Third, and probably most alarming to me is the impact of such articles on the babies themselves.  Imagine a child who is born with developmental differences.  Maybe he has difficulties coordinating his eye gaze because his visual system is not well-integrated with other sensory systems, which impacts his ability to make eye contact.  Maybe her sensory system is overloaded and cannot process a combination of stimuli in loud and busy environments.  Maybe he doesn’t register that his parent entered the room because his auditory system has trouble quieting and ignoring the extraneous buzz and brightness of the fluorescent lights.  Maybe she needs so much swaddling and rocking to feel regulated that she has not yet mastered (or have time to master) attending to her mother’s face.  How sad for such babies that their developmental differences may be misinterpreted as a lack of love or affection for their parents.

The last thing children who are born with developmental challenges need are caregivers who think that they do not love them.  From my experience working with autistic self-advocates, they are glad to express and explain their unwavering love for their parents, even though they may never had made eye contact with them when they were babies or displayed other signs listed in the aforementioned articles.

Thinking again about the parents, giving them the false idea that their babies do not love them is far more likely to dishearten, sadden, worry, and possibly depress parents, rather than spur them to reach out for support, ask questions of their pediatrician, or initiate a developmental screening.  Thinking or feeling that your baby does not love you is likely to be embarrassing, which may even be an impediment to seeking help.  Further, I shudder while wondering if such parents may subconsciously change their behavior toward their babies if they do not think their babies love them, rather than understanding that they may need support in developing these social-emotional behaviors.

I am thrilled with the anecdotes often shared by parents of children with autism spectrum disorders (ASD) and other neurodevelopmental challenges who have learned to attune to their children and develop more robust relationships with them.  I have heard numerous accounts of how those parents recognize the, often unconventional, signs that their children love them:

  • “He (five year old) never used to look at me, but when I swing him around fast the way he likes me to, he looks right at me.”
  • “She (three year old) presses her chin into my knees, which prompts me to squeeze her tightly.  That’s when I know she is with me.”
  • “The more I join in with his (10 year old’s) interests, the closer he stays to me, and the more he wants to be around me.”

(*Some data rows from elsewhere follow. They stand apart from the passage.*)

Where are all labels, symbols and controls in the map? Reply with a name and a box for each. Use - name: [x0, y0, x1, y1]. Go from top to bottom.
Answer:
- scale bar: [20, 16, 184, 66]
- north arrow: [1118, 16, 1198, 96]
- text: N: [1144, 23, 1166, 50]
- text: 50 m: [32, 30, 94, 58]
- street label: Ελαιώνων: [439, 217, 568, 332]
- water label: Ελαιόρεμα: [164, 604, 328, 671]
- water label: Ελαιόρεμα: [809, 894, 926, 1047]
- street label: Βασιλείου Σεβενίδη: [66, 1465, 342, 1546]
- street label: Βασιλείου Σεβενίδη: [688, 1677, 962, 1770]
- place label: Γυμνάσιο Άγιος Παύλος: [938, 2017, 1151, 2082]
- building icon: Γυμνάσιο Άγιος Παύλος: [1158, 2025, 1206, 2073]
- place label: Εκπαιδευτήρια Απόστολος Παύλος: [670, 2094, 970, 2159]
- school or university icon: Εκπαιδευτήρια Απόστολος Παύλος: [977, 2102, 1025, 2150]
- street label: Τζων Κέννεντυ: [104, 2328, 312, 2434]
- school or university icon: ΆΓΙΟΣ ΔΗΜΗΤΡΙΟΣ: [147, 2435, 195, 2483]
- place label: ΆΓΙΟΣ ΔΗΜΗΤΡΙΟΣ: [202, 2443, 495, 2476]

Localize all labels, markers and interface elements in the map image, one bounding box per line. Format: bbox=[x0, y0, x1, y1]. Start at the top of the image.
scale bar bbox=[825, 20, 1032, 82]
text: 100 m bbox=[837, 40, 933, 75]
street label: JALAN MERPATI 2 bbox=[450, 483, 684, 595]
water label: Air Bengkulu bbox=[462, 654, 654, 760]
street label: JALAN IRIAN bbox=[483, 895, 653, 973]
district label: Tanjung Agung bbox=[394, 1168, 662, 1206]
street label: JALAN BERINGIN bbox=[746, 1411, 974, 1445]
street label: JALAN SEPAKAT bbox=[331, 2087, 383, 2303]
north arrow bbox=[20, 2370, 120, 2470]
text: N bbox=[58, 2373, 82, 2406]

These expressions of love are reflections of the beauty of parent-child relationships among those with a range of developmental differences, and are worthy of celebration.  Lets remind ourselves that the signs most commonly listed in the general media should be celebrated as signs of social-emotional milestones in Western culture.  Suggesting that they are signs of love can be dangerous to those with developmental differences or special needs and their families.